- _THE PROBLEM_
In the entries that follow, how many lines contain "halo"? Please reply with only the number.

- _Records from a data collection_
────────────────

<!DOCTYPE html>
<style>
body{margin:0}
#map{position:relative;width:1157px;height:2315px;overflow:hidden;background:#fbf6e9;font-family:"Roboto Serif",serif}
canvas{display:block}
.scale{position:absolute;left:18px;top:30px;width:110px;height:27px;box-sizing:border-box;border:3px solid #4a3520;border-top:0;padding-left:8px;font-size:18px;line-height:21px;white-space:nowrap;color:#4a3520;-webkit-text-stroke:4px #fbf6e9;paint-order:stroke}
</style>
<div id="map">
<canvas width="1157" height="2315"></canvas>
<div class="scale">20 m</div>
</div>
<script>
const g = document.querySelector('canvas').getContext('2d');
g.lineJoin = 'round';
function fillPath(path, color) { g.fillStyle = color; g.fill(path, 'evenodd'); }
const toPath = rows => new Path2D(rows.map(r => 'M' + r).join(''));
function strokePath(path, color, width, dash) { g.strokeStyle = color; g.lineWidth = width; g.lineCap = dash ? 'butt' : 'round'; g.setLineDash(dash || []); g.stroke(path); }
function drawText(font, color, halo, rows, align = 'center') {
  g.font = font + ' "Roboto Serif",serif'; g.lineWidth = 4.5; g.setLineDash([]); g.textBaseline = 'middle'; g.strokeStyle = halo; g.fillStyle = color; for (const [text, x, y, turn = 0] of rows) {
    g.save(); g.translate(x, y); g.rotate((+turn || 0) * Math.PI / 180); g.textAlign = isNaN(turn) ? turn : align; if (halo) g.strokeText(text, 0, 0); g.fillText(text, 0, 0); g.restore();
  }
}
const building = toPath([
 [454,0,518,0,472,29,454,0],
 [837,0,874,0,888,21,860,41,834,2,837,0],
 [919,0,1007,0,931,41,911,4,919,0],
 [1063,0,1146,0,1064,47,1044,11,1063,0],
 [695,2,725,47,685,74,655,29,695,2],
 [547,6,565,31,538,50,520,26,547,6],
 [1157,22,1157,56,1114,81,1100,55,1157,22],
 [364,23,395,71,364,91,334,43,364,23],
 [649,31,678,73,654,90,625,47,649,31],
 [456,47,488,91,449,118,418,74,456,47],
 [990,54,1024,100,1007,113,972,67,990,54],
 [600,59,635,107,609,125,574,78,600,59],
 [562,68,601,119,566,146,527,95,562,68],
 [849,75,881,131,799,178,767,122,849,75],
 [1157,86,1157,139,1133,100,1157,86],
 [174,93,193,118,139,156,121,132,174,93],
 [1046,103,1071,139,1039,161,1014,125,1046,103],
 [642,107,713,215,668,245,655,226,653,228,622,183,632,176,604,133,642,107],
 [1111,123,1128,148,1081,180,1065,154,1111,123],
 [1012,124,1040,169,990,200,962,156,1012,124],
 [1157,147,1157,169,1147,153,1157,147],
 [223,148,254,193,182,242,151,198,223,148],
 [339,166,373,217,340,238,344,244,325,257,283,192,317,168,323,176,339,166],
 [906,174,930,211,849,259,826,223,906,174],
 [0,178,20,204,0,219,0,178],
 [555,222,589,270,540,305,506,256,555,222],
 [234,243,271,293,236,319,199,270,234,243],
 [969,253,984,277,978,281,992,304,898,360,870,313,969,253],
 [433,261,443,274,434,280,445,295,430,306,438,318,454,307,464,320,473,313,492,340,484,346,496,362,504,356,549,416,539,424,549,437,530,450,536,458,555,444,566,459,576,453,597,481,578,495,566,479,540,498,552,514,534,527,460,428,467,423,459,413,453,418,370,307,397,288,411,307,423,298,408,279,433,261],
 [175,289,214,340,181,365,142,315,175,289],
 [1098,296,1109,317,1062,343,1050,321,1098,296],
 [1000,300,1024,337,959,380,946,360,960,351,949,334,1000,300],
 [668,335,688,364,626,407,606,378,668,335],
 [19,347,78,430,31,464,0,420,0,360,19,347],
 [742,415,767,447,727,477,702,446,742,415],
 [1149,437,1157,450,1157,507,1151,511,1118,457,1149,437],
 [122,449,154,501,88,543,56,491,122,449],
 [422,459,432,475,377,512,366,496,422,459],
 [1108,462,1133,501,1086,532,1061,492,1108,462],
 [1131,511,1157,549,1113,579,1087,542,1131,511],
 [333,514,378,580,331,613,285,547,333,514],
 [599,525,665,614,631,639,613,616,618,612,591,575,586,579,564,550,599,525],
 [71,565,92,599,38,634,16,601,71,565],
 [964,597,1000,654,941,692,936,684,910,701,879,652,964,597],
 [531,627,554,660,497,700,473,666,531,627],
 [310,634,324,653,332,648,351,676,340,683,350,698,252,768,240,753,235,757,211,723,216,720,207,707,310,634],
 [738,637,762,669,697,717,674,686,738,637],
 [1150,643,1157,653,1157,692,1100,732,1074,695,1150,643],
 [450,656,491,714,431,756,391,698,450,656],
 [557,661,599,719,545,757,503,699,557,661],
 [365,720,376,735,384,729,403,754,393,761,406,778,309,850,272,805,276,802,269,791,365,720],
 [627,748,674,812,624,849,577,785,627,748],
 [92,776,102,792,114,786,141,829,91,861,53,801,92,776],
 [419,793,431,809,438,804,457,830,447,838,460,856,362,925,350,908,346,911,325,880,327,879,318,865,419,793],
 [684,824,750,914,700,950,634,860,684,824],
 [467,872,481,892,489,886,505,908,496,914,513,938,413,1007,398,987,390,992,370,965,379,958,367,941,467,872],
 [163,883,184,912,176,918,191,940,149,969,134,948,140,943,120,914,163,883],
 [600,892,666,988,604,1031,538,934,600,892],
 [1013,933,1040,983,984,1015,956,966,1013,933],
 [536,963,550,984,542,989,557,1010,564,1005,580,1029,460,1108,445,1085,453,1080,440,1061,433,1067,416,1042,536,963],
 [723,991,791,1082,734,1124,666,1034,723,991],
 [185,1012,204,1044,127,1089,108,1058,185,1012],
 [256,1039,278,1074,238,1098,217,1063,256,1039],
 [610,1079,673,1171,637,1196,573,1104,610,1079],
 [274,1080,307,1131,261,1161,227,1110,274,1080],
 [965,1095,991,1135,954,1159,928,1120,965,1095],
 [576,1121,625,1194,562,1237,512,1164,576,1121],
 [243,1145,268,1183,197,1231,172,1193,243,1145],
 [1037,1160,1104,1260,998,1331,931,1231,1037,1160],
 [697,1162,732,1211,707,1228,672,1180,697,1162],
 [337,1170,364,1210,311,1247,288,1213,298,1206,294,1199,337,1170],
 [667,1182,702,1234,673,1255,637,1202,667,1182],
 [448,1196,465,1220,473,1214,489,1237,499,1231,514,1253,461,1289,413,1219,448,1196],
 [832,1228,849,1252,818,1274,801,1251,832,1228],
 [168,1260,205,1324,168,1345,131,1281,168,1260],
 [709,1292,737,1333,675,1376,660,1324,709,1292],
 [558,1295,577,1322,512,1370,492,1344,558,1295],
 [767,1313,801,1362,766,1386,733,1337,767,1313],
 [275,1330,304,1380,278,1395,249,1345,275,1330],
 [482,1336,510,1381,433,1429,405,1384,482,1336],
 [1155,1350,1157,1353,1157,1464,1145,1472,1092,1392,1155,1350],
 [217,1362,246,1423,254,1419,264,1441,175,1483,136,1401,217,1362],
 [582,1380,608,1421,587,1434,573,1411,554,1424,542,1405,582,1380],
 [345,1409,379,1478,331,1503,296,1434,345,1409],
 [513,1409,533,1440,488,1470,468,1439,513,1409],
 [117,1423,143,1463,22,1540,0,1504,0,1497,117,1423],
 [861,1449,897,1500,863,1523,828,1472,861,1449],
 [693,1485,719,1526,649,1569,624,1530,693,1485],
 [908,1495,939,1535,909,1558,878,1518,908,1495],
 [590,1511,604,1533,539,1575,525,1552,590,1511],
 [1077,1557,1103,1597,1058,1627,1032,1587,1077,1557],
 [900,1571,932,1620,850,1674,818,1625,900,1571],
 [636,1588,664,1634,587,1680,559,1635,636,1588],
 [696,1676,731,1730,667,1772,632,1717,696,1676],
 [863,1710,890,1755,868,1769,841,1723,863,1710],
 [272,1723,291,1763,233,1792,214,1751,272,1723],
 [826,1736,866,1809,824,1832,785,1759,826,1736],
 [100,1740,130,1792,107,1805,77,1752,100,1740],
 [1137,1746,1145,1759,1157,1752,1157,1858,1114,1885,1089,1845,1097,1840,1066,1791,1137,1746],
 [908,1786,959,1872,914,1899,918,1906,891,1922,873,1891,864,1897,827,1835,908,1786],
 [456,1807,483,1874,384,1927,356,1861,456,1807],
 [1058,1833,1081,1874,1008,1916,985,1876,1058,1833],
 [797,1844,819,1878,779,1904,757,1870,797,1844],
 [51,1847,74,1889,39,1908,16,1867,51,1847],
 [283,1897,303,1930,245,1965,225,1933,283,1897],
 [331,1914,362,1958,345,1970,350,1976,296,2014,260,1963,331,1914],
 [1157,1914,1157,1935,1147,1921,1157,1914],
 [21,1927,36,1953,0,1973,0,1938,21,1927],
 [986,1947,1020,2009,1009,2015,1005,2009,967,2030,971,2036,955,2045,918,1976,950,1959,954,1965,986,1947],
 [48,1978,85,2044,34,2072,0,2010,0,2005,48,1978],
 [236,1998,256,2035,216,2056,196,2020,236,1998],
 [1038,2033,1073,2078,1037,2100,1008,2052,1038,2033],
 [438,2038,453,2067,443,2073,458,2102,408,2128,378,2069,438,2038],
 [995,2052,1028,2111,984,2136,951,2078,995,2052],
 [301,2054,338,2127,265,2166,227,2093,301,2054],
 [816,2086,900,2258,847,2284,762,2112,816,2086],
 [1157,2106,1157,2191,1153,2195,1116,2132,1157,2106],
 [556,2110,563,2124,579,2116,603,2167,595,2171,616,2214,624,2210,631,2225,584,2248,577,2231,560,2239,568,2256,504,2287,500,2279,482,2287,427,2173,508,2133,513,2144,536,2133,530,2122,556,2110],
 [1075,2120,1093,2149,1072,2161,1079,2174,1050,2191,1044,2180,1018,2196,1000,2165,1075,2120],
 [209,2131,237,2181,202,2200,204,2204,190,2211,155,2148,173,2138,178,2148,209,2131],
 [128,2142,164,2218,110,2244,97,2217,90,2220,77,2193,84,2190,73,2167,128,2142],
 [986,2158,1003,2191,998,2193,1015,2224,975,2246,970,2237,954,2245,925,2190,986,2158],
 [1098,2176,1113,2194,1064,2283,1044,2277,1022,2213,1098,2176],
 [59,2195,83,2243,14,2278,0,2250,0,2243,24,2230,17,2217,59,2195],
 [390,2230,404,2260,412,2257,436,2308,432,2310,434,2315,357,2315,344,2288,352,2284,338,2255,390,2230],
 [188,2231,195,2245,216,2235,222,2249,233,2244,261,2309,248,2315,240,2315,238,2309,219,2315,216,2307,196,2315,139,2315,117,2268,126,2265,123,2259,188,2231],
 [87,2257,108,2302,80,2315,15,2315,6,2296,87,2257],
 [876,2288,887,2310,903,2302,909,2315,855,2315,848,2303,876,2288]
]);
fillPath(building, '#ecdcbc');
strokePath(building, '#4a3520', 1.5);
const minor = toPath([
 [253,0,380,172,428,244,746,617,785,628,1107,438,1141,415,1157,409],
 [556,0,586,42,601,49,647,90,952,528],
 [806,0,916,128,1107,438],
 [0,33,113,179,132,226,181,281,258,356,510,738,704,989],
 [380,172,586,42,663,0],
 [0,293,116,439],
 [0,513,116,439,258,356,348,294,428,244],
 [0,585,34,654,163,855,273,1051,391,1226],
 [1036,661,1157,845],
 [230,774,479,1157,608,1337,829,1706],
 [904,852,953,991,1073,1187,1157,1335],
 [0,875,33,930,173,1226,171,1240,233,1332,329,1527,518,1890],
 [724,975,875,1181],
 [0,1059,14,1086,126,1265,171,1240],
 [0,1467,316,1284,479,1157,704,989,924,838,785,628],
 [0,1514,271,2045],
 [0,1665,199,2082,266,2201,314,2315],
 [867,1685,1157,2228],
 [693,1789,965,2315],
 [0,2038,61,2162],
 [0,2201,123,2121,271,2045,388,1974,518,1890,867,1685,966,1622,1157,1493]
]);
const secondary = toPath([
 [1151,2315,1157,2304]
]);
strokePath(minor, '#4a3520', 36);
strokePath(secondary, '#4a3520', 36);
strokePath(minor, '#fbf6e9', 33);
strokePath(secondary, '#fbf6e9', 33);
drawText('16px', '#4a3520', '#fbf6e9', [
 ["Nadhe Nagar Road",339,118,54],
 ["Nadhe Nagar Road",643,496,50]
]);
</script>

────────────────

- _RESULT OF THIS EXERCISE_
3